● Exercise objective
Draw out every line with the word "above" from the listing below.

*** Block opens ***

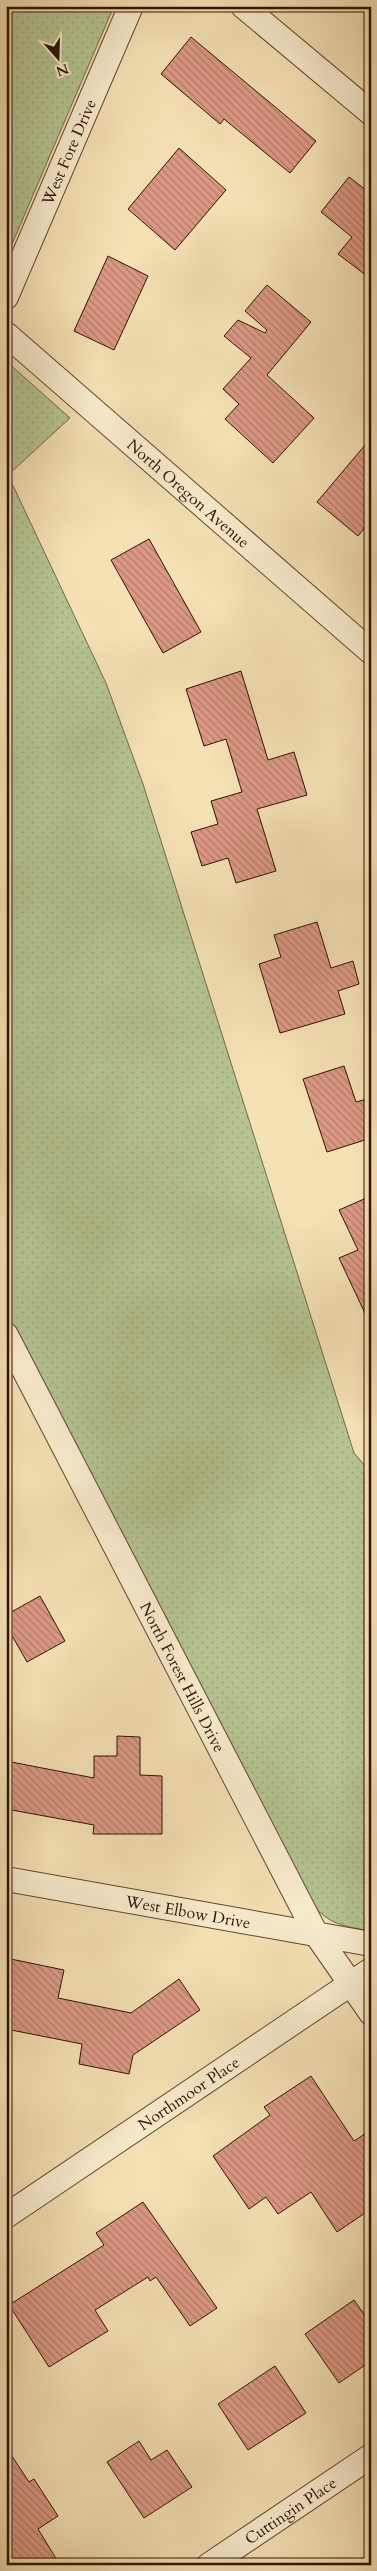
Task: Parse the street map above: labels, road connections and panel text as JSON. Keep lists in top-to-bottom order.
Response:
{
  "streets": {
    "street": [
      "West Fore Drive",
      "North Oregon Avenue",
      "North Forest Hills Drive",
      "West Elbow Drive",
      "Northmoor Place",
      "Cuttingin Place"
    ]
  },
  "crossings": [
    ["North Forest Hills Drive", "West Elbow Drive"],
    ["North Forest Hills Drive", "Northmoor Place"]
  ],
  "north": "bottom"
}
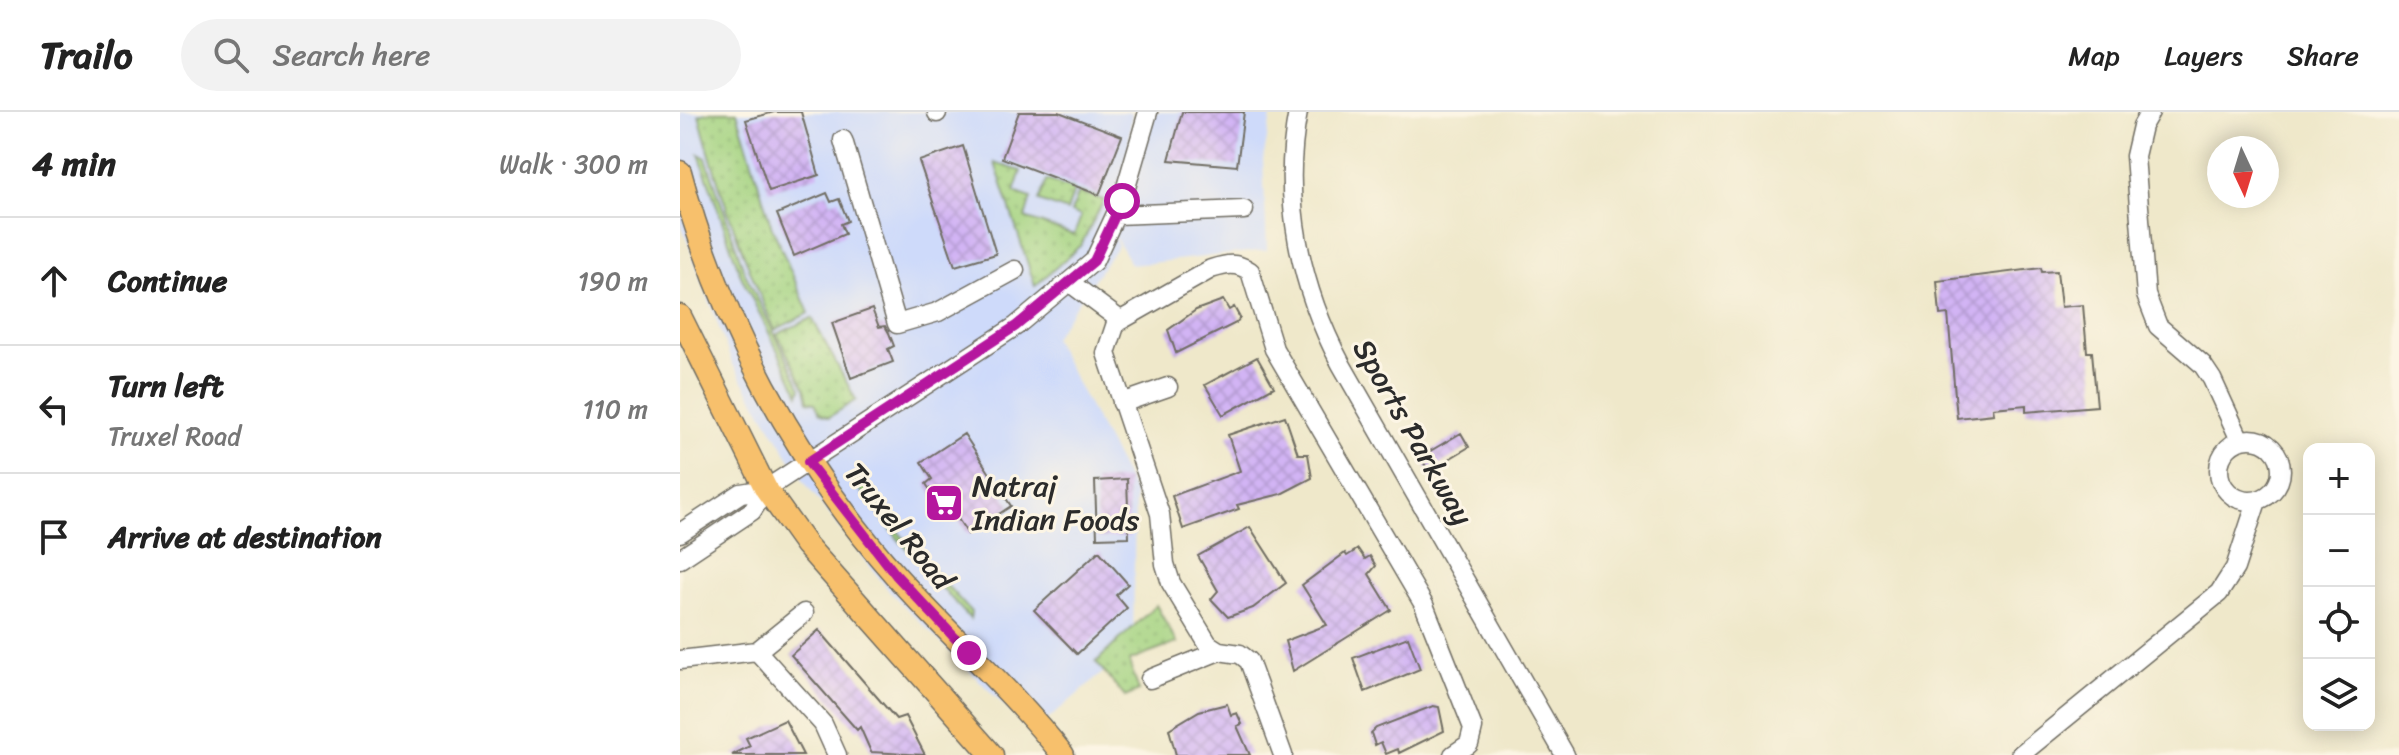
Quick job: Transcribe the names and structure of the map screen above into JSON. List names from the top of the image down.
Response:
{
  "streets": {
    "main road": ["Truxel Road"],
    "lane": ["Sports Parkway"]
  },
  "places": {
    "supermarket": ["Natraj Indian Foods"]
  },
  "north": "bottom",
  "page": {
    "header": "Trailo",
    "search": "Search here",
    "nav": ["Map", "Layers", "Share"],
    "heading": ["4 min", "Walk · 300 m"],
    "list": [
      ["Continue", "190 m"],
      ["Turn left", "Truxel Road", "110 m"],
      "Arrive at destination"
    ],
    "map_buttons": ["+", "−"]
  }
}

*** Block closes ***

● Result of the task
Task: Parse the street map above: labels, road connections and panel text as JSON. Keep lists in top-to-bottom order.
Quick job: Transcribe the names and structure of the map screen above into JSON. List names from the top of the image down.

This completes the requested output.